Member of the Virginia Governor's Council
- In office 1650–1651

Member of the House of Burgesses for York County
- In office 1649–1650 Serving with Rowland Burnham
- Preceded by: Richard Lee I
- Succeeded by: Augustine Warner

Personal details
- Born: ca. 1620 England
- Died: 1651 Rosegill plantation, Middlesex County, Colony of Virginia
- Spouse: Agatha Eltonhead;
- Children: Ralph Wormeley Jr. (son)
- Occupation: planter, politician

= Ralph Wormeley Sr. =

Virginia colony tobacco planter and politician

Ralph Wormeley (ca. 1620-1651) emigrated to the Virginia colony, where he became a planter and politician who represented York County in the House of Burgesses and developed Rosegill plantation in what became Middlesex County after his death.

==Early life and education==

Born in England, Wormeley could trace his ancestry to Sir John de Wormeley of Hatfield in Yorkshire.

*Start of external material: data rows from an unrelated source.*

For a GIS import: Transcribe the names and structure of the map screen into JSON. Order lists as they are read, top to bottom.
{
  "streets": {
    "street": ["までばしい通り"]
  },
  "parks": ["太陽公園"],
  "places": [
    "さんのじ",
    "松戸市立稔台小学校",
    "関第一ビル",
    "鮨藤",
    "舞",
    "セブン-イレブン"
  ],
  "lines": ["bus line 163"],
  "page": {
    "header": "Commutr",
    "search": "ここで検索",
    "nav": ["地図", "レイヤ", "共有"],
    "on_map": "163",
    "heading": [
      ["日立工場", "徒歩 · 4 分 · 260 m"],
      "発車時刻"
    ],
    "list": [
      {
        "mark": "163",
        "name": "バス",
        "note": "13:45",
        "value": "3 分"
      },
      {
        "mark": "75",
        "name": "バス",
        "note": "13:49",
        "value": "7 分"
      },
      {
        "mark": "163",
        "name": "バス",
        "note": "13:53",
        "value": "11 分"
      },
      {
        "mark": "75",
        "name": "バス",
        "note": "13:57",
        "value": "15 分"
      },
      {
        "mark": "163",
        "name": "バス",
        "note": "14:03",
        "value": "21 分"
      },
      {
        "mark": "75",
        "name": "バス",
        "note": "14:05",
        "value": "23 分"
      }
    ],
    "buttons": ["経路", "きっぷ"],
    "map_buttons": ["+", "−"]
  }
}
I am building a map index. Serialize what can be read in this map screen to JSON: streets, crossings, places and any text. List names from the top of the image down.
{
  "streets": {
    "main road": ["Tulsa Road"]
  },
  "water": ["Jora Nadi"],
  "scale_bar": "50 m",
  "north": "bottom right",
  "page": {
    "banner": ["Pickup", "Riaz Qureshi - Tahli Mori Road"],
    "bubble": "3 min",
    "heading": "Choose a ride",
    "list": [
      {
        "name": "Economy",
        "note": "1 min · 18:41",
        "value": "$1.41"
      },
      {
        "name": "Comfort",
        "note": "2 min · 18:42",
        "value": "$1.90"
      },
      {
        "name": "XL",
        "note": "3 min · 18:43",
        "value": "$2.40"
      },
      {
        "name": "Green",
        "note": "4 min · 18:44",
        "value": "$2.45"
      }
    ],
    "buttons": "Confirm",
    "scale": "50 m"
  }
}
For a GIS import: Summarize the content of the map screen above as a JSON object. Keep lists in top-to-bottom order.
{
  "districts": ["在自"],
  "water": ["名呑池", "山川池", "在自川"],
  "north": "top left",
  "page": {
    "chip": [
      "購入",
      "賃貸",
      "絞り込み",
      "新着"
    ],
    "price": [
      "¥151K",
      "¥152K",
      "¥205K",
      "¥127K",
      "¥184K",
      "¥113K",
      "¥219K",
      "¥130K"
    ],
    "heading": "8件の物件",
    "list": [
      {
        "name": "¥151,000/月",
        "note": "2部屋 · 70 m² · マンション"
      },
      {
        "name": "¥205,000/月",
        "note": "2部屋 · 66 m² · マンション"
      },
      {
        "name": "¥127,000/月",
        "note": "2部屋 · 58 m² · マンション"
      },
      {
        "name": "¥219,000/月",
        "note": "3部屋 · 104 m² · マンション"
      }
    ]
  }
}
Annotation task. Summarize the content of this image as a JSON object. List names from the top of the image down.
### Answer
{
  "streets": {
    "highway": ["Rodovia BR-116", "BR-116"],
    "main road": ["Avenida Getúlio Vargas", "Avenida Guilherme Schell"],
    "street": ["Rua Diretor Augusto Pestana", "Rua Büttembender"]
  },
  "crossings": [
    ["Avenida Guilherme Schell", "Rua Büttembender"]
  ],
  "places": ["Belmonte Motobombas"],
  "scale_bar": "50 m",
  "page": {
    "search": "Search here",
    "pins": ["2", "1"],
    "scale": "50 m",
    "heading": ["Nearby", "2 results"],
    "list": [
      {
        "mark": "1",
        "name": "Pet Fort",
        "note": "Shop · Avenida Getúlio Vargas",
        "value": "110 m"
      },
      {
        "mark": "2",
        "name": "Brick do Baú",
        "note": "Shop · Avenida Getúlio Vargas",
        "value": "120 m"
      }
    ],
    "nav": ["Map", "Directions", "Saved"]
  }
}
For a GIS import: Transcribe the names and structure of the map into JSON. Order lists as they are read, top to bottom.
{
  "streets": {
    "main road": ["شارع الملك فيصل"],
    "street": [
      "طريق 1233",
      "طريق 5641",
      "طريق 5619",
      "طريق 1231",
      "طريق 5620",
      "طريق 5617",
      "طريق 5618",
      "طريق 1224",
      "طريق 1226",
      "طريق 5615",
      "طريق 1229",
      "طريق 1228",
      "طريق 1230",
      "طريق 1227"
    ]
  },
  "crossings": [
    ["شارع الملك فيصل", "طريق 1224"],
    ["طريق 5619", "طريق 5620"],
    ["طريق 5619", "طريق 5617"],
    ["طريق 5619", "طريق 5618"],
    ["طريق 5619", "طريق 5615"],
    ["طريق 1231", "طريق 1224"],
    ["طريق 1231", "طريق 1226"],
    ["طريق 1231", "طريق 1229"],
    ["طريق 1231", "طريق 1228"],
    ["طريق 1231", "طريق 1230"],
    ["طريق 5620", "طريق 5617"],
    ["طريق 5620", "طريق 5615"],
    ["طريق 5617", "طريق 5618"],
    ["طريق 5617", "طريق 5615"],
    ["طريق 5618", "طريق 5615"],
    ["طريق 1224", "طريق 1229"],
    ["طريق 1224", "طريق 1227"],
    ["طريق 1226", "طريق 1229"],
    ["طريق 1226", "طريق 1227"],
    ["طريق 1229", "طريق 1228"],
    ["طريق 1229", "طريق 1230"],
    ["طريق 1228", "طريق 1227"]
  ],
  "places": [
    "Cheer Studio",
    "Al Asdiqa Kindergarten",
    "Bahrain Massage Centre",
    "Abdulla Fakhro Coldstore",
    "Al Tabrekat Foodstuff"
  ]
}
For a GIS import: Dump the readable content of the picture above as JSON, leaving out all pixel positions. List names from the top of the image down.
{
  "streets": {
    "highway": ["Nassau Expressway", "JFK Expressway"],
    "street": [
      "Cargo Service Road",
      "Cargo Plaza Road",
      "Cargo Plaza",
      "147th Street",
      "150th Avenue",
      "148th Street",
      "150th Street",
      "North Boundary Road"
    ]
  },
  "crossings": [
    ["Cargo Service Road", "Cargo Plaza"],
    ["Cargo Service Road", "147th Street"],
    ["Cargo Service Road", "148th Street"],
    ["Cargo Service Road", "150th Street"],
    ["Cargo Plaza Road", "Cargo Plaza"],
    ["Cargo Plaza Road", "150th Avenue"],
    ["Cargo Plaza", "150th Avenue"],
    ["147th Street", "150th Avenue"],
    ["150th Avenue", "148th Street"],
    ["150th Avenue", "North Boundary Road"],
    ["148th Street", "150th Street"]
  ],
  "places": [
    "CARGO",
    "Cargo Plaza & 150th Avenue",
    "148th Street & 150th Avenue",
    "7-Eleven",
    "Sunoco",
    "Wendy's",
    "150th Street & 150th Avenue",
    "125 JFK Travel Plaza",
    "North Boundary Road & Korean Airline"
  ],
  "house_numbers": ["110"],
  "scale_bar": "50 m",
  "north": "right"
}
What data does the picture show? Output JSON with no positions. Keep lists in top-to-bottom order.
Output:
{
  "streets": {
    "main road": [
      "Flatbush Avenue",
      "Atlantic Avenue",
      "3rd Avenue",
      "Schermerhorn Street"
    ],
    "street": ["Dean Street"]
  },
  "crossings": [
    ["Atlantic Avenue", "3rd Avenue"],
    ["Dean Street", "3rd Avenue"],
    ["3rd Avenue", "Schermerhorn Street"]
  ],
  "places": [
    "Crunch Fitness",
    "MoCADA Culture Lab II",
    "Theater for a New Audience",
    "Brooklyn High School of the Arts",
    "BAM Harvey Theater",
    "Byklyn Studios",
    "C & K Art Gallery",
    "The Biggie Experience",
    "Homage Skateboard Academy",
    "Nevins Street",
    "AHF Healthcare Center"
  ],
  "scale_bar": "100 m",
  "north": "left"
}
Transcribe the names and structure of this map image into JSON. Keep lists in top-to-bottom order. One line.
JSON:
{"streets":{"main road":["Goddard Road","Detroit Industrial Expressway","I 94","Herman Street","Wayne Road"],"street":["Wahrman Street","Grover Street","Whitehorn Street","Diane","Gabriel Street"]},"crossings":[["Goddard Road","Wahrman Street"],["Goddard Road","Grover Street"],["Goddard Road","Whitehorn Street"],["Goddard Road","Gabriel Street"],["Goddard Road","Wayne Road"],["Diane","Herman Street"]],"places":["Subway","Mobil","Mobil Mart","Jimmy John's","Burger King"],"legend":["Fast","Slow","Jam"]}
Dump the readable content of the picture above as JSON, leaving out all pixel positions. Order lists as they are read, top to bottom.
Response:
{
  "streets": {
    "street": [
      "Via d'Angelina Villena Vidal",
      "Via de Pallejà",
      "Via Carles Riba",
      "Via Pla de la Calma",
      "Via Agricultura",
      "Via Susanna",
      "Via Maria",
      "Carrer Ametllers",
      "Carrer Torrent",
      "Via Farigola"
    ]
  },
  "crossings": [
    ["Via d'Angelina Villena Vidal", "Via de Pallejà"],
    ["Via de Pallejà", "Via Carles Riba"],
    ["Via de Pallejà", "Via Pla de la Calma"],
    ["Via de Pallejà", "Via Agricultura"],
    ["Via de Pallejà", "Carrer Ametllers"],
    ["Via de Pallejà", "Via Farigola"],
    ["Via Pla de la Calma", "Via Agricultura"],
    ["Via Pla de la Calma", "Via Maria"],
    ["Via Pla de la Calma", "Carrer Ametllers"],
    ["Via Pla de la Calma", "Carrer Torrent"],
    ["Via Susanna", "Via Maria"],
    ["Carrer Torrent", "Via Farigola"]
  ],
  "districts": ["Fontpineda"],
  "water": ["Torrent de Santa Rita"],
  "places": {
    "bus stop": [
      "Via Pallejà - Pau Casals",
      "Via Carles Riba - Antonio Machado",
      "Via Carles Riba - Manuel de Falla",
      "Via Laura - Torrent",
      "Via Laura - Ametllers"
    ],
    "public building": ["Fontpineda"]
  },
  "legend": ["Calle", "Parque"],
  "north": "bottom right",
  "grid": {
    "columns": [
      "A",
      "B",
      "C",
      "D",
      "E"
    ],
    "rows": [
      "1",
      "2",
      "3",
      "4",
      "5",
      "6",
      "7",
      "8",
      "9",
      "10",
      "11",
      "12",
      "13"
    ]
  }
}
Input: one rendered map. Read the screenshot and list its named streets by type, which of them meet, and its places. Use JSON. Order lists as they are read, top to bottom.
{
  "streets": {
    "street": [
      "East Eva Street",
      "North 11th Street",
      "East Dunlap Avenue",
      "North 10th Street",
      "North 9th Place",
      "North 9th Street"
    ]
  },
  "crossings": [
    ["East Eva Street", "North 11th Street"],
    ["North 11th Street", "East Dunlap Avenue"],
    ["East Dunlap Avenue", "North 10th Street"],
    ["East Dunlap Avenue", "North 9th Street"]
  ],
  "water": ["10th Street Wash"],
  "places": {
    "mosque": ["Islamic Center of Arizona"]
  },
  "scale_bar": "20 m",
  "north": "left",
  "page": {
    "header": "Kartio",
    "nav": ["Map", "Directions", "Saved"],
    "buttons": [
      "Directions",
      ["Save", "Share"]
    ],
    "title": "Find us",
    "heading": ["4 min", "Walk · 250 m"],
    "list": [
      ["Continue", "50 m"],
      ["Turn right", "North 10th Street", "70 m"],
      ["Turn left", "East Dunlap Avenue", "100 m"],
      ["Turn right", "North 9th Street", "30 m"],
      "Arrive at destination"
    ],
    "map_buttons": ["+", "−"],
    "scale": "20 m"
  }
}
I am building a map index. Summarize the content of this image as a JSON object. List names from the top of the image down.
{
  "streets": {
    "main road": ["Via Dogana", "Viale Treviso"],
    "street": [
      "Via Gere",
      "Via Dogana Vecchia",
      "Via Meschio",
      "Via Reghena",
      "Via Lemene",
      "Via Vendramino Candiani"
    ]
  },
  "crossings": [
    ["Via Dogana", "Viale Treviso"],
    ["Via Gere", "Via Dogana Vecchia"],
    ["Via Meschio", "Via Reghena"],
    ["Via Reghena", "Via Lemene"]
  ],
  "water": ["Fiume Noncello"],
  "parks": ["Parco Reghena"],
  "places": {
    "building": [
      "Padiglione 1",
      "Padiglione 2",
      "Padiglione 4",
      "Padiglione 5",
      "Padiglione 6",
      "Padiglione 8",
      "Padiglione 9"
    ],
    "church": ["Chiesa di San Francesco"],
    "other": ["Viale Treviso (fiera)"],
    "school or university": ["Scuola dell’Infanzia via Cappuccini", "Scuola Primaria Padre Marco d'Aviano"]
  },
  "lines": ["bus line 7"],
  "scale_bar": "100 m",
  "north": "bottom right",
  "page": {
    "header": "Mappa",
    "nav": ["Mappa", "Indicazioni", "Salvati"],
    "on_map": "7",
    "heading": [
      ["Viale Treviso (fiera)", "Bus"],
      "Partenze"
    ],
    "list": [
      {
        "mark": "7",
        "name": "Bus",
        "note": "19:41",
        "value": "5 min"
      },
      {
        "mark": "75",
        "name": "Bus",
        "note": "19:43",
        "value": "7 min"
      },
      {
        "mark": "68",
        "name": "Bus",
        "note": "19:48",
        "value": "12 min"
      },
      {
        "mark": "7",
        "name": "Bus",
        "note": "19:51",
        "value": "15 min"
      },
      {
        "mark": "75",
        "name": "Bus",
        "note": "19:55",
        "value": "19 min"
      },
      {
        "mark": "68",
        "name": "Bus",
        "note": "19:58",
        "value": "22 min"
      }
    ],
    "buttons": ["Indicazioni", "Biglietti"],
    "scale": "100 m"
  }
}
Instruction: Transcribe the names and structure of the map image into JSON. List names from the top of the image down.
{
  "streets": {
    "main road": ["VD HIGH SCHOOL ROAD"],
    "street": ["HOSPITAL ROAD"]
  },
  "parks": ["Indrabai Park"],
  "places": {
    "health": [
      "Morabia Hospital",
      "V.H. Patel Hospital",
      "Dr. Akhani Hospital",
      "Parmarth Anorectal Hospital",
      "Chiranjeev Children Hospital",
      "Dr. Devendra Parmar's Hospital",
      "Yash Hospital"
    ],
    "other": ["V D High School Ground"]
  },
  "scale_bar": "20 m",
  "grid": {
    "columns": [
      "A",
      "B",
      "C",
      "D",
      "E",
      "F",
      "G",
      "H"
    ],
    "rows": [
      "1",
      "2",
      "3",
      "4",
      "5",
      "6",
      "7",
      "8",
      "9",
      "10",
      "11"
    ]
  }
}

His elder brother Christopher Wormeley was among the British who captured Tortuga Island from the French, and had served as that colony's acting governor before its capture by the Spanish, after which he moved to Virginia, where he died.

==Career==
Wormeley settled in York County, Virginia around 1636, and became a justice of the peace (although he may have left and returned as did his brother, the justices jointly administering counties in that era). In 1645 or 1649 Wormeley patented 3200 acres along the southern side of the Rappahannock River east of Rosegill Creek (also known as Nimcock Creek, encompassing both the old and new Nimcock native American towns), then in Lancaster County but which in 1669 became Middlesex County. The patent required that Wormeley construct a house and otherwise improve the land. That house and some acreage directly across the creek became the core of Rosegill plantation, the family home for more than a century. Wormeley also patented 3,500 acres on Mobjack Bay (part of which later became Yorktown), as well as acquired part of a 1,645 acre parcel in York County from the executors of his brother Christopher Wormeley I. In the contract before his marriage discussed below, Wormeley gave his bride a 500 acre plantation in York County that he bought from Jeffrey Power.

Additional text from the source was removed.